They're Giving Jackie Chan An Honorary Oscar And All Is Right With The World

Although they stopped televising them in 2009, the Academy of Motion Picture Arts and Sciences' Governor Awards remain one of the most gratifying portions of the awards season. Free from the politics that constantly swirl around the main race and the various vicious campaigns within it, the honorary Oscars are just about honoring people who deserve a salute for their contributions to the film industry. And in many cases, it means actors, writers, directors, and producers who normally wouldn't have a shot in a traditional ceremony getting their chance to claim a little golden man of their own.

This year's four winners are about as eclectic as you can get: film editor Anne Coates, casting director Lynn Stalmaster, documentary filmmaker Frederick Wiseman, and martial artist and actor Jackie Chan. Yes, the Jackie Chan. They're giving Jackie Chan an Academy Award.

While Jackie Chan being given an honorary Oscar feels genuinely surprising, no one can say it's unearned. With 131 credits to his name, Chan is one of the most recognizable and beloved actors in the world and he's had few imitators. After all, few other actors, martial artists and stunt people can do exactly what he does. His brand of action, which involves blending genuinely dangerous, death-defying stunts with cheeky comedy, is one of a kind. Chan has more in common with silent comedians like Buster Keaton than he does with most modern action heroes. To see the Academy give an honor to a performer like this, a man who has built his entire career on breaking every bone in his body in the name of fun, is genuinely thrilling.

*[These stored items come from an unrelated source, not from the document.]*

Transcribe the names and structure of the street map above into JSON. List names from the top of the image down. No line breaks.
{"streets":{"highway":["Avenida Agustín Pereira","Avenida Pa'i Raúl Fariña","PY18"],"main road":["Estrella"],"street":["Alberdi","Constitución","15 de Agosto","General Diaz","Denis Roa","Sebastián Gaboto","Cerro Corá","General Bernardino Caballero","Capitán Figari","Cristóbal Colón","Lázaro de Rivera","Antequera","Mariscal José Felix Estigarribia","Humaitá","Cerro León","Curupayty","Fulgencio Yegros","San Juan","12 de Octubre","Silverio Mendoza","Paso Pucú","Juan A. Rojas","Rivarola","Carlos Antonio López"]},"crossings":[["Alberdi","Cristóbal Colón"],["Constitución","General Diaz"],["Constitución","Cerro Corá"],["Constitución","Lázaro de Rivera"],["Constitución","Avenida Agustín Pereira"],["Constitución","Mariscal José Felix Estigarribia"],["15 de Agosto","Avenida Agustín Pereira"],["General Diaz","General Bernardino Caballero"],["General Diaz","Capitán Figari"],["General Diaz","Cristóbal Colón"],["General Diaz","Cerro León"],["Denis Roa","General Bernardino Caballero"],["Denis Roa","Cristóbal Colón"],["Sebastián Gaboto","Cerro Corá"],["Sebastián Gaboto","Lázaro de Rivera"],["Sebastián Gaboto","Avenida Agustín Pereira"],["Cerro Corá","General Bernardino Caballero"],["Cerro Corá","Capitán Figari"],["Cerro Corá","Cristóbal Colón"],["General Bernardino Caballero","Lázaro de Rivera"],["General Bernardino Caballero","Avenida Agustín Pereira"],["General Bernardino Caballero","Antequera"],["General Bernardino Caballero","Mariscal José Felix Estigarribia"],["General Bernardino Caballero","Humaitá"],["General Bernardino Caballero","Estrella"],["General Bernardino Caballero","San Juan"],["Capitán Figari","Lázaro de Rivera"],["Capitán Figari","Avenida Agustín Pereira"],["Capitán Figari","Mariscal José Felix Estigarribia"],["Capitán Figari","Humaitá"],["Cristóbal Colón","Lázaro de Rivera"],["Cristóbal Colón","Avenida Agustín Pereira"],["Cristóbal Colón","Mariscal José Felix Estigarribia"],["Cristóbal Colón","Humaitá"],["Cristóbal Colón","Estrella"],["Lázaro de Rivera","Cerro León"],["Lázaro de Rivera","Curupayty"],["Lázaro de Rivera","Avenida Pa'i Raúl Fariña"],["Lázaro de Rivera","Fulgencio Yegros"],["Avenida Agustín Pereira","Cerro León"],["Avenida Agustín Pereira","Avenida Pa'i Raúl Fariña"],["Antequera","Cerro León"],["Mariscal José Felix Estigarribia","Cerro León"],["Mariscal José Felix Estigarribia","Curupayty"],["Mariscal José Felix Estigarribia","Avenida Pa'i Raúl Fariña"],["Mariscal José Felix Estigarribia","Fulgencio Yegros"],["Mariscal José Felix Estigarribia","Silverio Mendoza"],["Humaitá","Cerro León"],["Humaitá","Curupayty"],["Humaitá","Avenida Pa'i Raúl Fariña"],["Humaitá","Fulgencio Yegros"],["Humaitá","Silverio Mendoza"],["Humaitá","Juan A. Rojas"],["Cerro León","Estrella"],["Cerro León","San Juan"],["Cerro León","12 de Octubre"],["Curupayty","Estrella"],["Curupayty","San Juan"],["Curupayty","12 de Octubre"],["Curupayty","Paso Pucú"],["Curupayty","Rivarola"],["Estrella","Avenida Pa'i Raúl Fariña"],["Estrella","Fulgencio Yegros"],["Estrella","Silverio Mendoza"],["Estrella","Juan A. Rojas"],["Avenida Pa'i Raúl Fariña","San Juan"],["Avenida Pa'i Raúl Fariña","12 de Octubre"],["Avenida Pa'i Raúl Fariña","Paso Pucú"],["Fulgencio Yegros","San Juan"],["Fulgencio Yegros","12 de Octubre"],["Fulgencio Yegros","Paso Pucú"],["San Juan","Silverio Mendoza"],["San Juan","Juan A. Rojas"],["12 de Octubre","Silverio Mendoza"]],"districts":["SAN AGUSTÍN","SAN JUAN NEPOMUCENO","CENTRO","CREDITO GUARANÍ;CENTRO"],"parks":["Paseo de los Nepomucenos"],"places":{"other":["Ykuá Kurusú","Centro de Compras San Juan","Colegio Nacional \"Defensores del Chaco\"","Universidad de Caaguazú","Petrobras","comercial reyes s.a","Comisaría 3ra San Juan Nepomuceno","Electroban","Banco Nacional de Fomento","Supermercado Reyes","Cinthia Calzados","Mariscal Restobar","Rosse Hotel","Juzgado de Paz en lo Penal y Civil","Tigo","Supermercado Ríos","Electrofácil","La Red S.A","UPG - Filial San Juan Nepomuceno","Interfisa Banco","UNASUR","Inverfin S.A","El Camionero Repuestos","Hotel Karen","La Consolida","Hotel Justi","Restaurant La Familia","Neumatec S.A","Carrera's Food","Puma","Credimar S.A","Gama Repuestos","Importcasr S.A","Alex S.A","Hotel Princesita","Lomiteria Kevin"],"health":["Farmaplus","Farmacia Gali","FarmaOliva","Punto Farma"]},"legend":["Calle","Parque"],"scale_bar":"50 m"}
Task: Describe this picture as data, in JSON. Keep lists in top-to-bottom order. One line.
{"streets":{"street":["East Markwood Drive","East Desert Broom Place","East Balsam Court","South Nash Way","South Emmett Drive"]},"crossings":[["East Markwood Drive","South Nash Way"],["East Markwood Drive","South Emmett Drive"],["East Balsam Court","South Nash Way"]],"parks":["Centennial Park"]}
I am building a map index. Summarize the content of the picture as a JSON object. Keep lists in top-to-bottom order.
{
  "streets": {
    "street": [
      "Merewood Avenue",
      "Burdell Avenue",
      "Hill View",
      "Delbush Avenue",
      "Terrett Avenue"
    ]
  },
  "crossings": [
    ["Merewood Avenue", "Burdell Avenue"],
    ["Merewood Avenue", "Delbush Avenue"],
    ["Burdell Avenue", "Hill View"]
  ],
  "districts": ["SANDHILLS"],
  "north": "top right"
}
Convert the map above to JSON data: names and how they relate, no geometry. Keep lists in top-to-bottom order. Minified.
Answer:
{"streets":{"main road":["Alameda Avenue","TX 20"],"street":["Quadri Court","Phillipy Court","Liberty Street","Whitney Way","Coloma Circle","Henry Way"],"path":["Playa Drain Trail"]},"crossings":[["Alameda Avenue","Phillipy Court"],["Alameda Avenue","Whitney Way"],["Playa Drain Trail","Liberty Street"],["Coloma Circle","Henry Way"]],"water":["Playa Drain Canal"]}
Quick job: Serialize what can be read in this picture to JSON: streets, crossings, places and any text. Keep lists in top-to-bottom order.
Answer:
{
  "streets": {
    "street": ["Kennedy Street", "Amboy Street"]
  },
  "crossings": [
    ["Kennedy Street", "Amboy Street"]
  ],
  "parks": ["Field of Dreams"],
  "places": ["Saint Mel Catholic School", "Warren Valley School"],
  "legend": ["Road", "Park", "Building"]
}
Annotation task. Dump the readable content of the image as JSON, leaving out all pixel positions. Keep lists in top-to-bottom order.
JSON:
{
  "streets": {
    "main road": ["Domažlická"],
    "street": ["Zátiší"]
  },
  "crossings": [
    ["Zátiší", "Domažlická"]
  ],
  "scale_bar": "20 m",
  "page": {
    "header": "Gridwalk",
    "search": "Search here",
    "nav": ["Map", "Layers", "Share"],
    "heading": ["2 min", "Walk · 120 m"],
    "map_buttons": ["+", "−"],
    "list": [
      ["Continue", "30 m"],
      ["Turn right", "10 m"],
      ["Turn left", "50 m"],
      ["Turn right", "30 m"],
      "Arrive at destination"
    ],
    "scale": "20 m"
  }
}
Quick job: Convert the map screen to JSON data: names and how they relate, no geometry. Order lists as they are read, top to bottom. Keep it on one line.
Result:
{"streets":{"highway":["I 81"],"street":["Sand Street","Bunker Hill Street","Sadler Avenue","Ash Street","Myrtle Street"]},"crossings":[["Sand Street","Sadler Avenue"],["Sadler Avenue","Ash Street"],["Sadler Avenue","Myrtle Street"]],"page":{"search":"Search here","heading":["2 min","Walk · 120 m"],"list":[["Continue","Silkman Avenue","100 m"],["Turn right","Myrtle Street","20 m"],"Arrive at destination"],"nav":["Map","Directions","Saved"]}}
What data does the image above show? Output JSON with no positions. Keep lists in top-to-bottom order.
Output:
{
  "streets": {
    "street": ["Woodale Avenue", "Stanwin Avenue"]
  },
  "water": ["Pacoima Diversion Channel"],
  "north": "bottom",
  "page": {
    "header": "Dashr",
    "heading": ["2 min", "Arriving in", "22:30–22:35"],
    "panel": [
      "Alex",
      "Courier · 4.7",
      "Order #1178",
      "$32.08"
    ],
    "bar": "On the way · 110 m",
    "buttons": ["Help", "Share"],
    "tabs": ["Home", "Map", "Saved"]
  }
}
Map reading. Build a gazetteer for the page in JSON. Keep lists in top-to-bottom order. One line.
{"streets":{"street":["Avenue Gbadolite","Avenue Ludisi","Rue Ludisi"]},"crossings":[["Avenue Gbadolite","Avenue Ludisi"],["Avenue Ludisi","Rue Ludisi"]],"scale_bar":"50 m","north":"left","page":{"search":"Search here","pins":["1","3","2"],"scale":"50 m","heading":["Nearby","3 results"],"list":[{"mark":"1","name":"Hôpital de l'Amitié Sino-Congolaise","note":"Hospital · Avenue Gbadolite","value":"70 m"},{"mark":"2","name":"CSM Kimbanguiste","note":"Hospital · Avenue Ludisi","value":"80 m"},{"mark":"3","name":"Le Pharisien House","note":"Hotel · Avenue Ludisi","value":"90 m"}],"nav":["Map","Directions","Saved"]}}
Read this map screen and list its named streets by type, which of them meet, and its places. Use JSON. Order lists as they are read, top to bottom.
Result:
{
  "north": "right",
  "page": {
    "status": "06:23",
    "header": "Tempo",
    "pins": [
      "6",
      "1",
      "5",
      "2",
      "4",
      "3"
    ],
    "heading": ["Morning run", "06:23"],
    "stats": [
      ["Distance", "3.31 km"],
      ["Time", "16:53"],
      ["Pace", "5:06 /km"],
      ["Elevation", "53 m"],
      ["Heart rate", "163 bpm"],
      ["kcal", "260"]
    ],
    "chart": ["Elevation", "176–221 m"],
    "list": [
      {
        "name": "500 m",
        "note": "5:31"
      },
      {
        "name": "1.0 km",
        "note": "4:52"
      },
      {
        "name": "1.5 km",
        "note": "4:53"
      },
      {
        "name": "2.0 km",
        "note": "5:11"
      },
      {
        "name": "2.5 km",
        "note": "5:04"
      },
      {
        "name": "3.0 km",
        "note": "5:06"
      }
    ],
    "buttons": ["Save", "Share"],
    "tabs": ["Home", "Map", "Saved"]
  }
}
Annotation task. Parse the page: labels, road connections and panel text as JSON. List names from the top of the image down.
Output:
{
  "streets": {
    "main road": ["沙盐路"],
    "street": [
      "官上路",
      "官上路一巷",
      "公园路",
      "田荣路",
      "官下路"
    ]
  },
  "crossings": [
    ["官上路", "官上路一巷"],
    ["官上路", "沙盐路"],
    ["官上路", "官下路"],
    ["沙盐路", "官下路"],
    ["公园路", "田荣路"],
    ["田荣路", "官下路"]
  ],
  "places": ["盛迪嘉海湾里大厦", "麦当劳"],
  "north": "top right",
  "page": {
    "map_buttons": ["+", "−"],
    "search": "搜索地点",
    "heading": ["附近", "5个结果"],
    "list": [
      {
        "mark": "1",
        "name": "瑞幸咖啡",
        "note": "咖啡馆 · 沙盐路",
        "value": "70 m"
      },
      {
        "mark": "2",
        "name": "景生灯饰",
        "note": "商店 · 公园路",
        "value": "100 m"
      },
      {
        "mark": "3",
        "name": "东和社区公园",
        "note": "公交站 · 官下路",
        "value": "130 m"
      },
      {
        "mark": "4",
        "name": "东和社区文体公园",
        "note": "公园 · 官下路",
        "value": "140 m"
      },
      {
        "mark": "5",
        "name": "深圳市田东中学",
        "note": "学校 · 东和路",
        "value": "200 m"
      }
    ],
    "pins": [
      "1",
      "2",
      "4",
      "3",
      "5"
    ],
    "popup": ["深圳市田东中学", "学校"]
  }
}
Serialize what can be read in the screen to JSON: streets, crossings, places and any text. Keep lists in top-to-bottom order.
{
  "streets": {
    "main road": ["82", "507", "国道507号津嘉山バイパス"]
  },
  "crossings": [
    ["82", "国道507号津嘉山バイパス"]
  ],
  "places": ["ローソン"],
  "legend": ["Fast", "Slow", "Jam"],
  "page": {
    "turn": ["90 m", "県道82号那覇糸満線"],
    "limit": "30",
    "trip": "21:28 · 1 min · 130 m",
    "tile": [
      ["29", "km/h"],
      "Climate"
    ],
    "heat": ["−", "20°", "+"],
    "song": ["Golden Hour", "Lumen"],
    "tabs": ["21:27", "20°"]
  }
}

Of course, other honorees are also hugely impressive. Anne Coates is one of the film industry's leading editors and continues to work at the age of 90 (she edited 50 Shades of Grey last year!). She is best known for her Oscar-winning work on Lawrence of Arabia, but she also cut The Elephant Man, Murder on the Orient Express, Out of Sight, and Erin Brockovich. She also edited Masters of the Universe, which is kind of an astounding piece of trivia. In addition to her single win, she was nominated for four other Academy Awards.

Lynn Stalmaster is the least famous of the bunch, but his contributions behind the scenes have been enormous. As a casting director, he worked on movies like Deliverance, Being There, Coming Home, Superman, Being There, Fiddler on the Roof, In the Heat of the Night, The Thomas Crown Affair, The Right Stuff, and The Untouchables. That is an astounding run of solid-to-great movies.

The award for Frederick Wiseman is particularly wonderful because he has never even been nominated for an Oscar before despite being known as one of America's great documentarians. After arriving on the scene with 1967's Titicut Follies, which explored day-to-day life in a correctional facility for the criminally insane, Wiseman built his career on making movies that explore the daily routines of various institutions. Films like Hospital, High School, Missile, and Ballet followed. He's still working today at the age of 86, with National Gallery and In Jackson Heights garnering acclaim in 2014 and 2015.

The Academy's 8th Annual Governors Awards will be held on Saturday, November 12. As is tradition, brief snippets from the winners' speeches will be shown at the full Oscar ceremony a few months later.